Di saat yang sama, di sudut gelap lain di kota itu, di sebuah bar kelas bawah. Lisa dengan pakaian mencolok namun usang, wajahnya dipenuhi kerutan kasar yang ditutupi bedak murah, sedang mencoba merayu seorang pria paruh baya bertubuh tambun demi mendapatkan sedikit uang tip. Setelah membawa kabur uang Noah, ia terjebak dalam perjudian dan ditipu habis-habisan oleh pria hidung belang lain. Kandungannya pun gugur setelah terlibat perkelahian dengan penagih utang. Kini, ia harus menjalani hidup yang hina, menjual diri, kehilangan kecantikan, dan tanpa satu pun kerabat di sisinya.
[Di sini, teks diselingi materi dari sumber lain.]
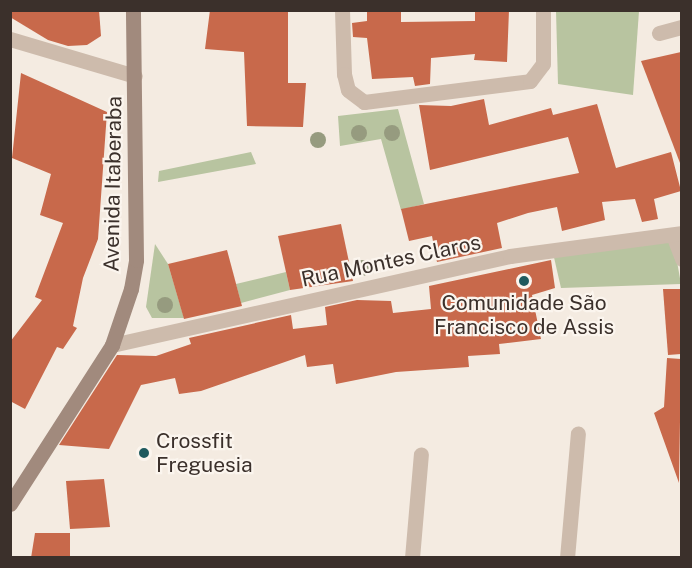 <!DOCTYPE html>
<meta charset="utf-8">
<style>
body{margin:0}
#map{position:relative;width:692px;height:568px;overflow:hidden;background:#f4ebe1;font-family:"Public Sans",sans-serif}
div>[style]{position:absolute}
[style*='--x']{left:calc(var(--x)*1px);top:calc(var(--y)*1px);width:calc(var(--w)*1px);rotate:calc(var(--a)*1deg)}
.green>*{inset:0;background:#b8c4a0}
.building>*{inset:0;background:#c8694b}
.minor>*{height:15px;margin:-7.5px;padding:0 7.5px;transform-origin:7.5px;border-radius:7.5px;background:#cdbbac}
.secondary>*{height:15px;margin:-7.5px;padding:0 7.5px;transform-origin:7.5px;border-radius:7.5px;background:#a18a7d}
.trees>*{width:16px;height:16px;margin:-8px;border-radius:50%;background:#969b7f}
.dots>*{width:16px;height:16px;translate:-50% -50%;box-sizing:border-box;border:3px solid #fbf5ee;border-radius:50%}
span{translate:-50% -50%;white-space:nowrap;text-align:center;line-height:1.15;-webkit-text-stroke:4.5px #fbf5ee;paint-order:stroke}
.street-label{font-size:21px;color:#3b302b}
.poi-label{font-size:21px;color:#3b302b}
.left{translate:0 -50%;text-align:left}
.frame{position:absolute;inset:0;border:12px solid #3b302b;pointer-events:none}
</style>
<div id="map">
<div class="green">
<div style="clip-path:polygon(556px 11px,639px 11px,633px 95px,558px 84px)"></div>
<div style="clip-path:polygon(398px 109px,424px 204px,401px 210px,381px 139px,340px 146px,338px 116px)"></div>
<div style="clip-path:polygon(251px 152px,256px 164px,158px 182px,159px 171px)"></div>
<div style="clip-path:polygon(673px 239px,681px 284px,561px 288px,553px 253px)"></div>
<div style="clip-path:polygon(155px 244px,168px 264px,184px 318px,152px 318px,146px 307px)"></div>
<div style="clip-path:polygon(286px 272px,290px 290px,241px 303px,236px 284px)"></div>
</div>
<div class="building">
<div style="clip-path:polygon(10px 10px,99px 10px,101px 36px,87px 45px,68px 46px,48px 40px,10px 17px)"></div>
<div style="clip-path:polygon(210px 10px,288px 10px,288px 83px,306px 83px,303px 127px,247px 126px,244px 52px,205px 49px)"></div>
<div style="clip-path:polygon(367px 10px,401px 10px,401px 22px,475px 21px,475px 10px,509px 10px,507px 62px,474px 60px,475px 54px,431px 58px,430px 84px,415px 86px,413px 77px,372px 79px,367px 38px,353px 37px,352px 23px,367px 21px)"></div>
<div style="clip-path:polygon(681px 52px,681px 162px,680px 163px,641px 61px)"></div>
<div style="clip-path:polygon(21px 73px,107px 112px,98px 239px,83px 278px,73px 326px,77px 328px,63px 349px,57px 347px,25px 409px,10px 401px,10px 342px,42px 300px,35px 297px,63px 223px,40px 215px,51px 174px,12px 158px)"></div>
<div style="clip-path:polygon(484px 99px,489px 125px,551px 108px,553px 115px,597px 104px,616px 168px,671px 152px,681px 191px,654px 199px,658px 219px,642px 222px,635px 199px,602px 202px,605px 220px,562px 231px,557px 207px,528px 213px,497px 223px,502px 248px,437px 262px,432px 236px,409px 241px,401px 209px,579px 173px,568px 137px,430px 170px,419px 105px,451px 106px)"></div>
<div style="clip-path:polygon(341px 224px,353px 281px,290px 290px,278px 236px)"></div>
<div style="clip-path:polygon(227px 250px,242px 306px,184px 319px,168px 264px)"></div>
<div style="clip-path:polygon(551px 260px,555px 288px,532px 295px,541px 339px,499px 344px,500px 354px,468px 356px,469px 367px,396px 372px,336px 384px,333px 364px,307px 367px,305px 355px,201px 391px,179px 394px,175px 378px,141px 385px,109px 449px,59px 445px,117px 355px,156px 356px,191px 344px,189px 338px,291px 315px,293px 329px,327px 325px,325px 307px,357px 300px,391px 301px,393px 313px,431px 309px,429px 286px)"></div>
<div style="clip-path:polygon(663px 289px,680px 289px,681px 354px,668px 355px)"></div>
<div style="clip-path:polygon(667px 358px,681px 359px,679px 483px,654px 413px,664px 407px)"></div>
<div style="clip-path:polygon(104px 479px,110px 527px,70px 529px,66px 481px)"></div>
<div style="clip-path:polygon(35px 533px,70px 533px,70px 558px,31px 558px)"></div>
</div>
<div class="minor">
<div style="--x:342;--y:10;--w:64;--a:88.2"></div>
<div style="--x:344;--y:74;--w:16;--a:76"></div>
<div style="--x:348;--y:90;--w:20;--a:37"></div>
<div style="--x:364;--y:102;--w:167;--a:-7.2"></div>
<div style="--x:530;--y:81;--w:21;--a:-53"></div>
<div style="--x:543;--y:64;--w:54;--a:-90"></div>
<div style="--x:659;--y:33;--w:24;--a:-15"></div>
<div style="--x:10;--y:39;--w:130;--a:16.5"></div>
<div style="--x:673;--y:235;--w:26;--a:69"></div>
<div style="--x:112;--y:345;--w:408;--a:-12.6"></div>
<div style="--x:510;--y:256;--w:174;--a:-7.6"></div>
<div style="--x:412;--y:558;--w:104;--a:-85.1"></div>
<div style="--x:567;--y:558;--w:125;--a:-85"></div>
</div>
<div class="secondary">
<div style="--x:10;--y:504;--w:189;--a:-57.3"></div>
<div style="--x:112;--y:345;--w:59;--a:-71.3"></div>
<div style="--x:131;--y:289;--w:29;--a:-80"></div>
<div style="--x:136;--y:260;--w:250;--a:-90.7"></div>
</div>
<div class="trees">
<div style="left:359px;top:133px"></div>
<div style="left:392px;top:133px"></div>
<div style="left:318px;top:140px"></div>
<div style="left:362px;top:268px"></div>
<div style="left:165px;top:305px"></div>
</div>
<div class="dots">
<div style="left:524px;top:281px;background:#1f5a5e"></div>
<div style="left:144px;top:453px;background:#1f5a5e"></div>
</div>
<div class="street-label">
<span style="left:113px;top:184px;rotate:-89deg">Avenida Itaberaba</span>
<span style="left:391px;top:261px;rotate:-12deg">Rua Montes Claros</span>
</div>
<div class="poi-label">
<span style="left:524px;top:315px">Comunidade São<br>Francisco de Assis</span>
<span class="left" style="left:156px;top:453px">Crossfit<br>Freguesia</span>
</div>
<div class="frame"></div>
</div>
Setiap kali melihat papan reklame besar jaringan toko kue milik Aruna yang terpajang di gedung-gedung tinggi, Lisa hanya bisa menggertakkan giginya dalam kecemburuan dan ketidakberdayaan. Ia telah menggunakan segala cara kotor untuk merebut kebahagiaan orang lain, dan pada akhirnya, yang ia dapatkan adalah kehidupan yang hancur tanpa jalan keluar.

Angin malam berembus dingin melewati kota. Hukum tabur tuai mungkin datang terlambat, namun ia tidak pernah melewatkan siapa pun. Mereka yang menabur angin kini harus menuai badai, sementara jiwa yang tulus, setelah melewati segala rintangan, akhirnya menemukan pelabuhan damai dalam hidupnya.